You may use story telling to make an intervention. All of us like to tell stories where we are the hero or the heroine--or the victim. If you do share a story, give it context. Make your intervention purposeful. The goal is for our stories to move a group to a new understanding in order to do the adaptive work.
When interventions are offered by anyone in the group, what makes intervention X useful and intervention Y not so useful? Why would an intervention offered by person B be welcomed by the group when person A made the same intervention thirty minutes earlier? In what way are your interventions effective or ineffective? Do you sometimes get in your own way? Together we will analyze how we are operating, what's effective about it, what's brilliant about it, and what's sloppy or clumsy about it, so that we can each become more effective.
I think you will find a particular metaphor, developed by Ron Heifetz, to be very helpful in this practice (and in your outside world). Picture our interactions as though you are on a dance floor. The action is sometimes fast and furious. At other times slow and deliberate. The point is that you are so close to the action you can't see the forest for the trees. You can't see the patterns in the system. An activity takes place and you say to yourself, "What just happened here?" Any one of us could raise that question aloud and we could debrief our interactions. There probably would be multiple interpretations. Another option is to go to the balcony to gain a new perspective, to look for patterns. While you may conduct your observations and interpretations from either the dance floor or the balcony, a trip to the balcony might give you a fresh perspective on coming up with an hypothesis you think might be helpful to the group. You can then rejoin the dance, call "timeout," and share your hypothesis. We could collectively offer our different observations and interpretations before reconvening the dance.

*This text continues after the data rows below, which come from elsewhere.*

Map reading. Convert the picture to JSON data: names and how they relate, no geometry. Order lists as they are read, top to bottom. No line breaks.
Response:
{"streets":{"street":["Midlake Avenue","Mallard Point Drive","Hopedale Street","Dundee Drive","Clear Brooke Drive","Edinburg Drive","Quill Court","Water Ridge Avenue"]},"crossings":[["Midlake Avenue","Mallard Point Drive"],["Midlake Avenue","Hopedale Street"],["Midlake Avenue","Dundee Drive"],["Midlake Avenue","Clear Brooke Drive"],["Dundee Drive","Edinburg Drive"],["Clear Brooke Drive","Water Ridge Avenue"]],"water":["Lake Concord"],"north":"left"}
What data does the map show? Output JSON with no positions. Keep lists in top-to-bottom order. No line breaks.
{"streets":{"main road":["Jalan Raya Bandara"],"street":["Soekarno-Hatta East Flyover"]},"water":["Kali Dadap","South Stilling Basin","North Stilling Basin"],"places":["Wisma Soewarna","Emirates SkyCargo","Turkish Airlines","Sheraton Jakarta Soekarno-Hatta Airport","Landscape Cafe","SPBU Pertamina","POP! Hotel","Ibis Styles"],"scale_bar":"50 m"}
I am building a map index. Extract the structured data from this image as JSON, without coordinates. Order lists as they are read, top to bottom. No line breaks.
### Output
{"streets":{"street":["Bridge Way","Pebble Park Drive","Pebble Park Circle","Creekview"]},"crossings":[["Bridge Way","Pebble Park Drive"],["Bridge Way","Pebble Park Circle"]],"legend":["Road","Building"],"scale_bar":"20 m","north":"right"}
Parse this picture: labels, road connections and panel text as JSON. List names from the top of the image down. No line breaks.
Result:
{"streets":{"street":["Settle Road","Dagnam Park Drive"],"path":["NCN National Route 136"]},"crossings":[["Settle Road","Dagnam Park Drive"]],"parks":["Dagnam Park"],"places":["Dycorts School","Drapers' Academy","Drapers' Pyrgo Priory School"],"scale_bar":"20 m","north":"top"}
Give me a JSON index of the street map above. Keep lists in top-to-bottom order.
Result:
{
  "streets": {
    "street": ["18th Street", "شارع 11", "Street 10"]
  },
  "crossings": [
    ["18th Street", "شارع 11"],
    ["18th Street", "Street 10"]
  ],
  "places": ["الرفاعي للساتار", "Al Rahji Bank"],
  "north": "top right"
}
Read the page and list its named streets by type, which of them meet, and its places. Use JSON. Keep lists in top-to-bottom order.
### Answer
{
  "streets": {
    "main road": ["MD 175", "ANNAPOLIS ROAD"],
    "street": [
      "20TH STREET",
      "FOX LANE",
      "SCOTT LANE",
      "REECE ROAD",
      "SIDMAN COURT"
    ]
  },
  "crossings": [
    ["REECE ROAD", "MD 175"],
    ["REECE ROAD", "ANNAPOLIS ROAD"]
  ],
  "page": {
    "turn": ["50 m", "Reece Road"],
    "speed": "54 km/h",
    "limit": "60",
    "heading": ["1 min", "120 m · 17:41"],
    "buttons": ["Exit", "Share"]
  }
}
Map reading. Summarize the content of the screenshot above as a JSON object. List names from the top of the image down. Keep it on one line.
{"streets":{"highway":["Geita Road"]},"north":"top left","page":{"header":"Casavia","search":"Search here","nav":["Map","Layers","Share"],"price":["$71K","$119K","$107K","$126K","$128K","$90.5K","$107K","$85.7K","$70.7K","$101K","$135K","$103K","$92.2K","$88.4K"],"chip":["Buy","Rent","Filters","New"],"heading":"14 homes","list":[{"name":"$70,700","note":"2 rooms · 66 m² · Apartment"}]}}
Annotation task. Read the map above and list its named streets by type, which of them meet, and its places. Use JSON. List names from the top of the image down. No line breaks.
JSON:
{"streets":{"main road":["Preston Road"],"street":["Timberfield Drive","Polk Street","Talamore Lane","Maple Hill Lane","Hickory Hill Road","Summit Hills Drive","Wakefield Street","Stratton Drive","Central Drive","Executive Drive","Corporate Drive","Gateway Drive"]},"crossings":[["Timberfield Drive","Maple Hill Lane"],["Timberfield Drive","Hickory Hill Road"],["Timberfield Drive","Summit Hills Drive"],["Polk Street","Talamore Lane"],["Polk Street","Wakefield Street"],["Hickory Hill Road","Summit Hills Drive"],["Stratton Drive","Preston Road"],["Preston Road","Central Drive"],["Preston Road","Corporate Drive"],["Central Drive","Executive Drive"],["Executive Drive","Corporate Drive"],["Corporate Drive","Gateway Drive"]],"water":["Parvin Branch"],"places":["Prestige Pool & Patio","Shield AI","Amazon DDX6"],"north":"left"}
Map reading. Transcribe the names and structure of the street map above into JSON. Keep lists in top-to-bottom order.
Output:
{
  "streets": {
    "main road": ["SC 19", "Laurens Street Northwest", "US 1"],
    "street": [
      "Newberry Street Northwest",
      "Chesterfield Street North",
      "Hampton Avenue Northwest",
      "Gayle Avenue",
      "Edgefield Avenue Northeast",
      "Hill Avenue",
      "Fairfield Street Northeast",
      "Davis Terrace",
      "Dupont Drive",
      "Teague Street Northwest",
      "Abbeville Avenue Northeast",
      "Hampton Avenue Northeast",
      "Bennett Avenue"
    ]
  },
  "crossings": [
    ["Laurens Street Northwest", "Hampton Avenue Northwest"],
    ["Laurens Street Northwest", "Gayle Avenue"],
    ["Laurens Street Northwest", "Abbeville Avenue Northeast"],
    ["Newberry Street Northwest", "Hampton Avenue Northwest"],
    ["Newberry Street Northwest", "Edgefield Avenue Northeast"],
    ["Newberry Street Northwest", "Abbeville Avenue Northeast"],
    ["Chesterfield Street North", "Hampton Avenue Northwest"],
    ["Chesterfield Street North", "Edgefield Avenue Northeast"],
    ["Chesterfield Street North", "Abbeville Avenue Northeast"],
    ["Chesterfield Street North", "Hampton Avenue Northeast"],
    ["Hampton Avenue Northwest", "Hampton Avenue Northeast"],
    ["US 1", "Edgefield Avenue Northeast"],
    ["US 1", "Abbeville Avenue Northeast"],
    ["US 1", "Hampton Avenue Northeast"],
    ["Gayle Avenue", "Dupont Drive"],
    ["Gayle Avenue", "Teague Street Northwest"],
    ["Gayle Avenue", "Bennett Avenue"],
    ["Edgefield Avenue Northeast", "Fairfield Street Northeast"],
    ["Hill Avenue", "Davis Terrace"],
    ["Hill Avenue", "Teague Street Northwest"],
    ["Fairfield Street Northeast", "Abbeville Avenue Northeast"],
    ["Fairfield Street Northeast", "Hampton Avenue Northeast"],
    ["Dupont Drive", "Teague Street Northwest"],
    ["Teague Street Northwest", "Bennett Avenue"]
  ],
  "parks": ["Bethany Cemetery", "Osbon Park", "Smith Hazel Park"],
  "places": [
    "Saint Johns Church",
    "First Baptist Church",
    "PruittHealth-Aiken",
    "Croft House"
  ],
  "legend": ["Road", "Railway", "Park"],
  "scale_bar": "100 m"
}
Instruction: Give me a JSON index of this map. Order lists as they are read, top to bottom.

When folks are unusually quiet in the room we have to wonder if they are on the balcony or simply sitting out the dance? Is sitting out the dance okay? Is the group missing a valuable resource? Would there be too much heat on them if we invited them to dance? Or do we let them join when they are ready? If they join in, do we dare ask where they have been? At that point, do we really care? Is it possible to hide to avoid individual work? The notion of vulnerability is scary stuff. Some people operate with the mind set, "If I don't play, I don't lose." In other words, "If I sit out the dance, I don't have to be vulnerable." My response is that with this work avoidance pattern, you are choosing not to learn. Is that why you are here?
Every group has factions. Factions are neither good nor bad. Their different perspectives are important to understanding what is going on and how best to intervene. You are probably a member of one or more factions. Chances are you are in a faction you are not even aware of.
Use yourself as a barometer of what is happening in the group. If you are bored, for example, the whole group or a faction may also be bored. If you don't speak up, the noisy ones in the room will have their way. Then you will want to blame them.
Also examine the role playing that goes on in the group. Has the group or one of your factions created a role for you and have you complied? Can you distinguish self from role playing? When you think you are being an authentic self, might you just be playing another role? Could a role be, "I don't play roles"? This is taxing work -just like in the "real world." Listening is a major if not the major diagnostic skill before making a leadership intervention. As you listen repeatedly to your group members over time, can you listen for "the song beneath the words" (Heifetz & Linsky, 2002)?
Leadership is a risky business. I am pushing you to the edge because there is something very important here to learn. I want to make it safe to be unsafe. Leadership interventions are sometimes wrong and sometimes right. Mine too. With our interpretations and interventions, each of us is open to making a public mistake. We can unintentionally hurt one another because we make mistakes. But no matter what happens, we are alive and learning.
What am I trying to accomplish? I hope you will gain a greater ability to use a critical, systemic perspective. I also hope you gain a greater ability to understand and deploy yourself in more strategic ways. Furthermore, I want to convey to you a greater sense of choice and confidence. Lastly, I hope you will reset some default settings by conscious choice or at least become somewhat less vulnerable to earlier default settings, thereby enlarging your capacity to lead. Here are some final pointers to remember for all of us who exercise leadership behavior:
* Identify the adaptive challenge;
* Keep the level of distress within a tolerable range for doing adaptive work;
* Focus attention on ripening issues and not on stress-reducing distractions;
* Give the work back to the people, but at a rate they can stand; and
* Protect voices of leadership without authority. (Heifetz, 1994, p. 128)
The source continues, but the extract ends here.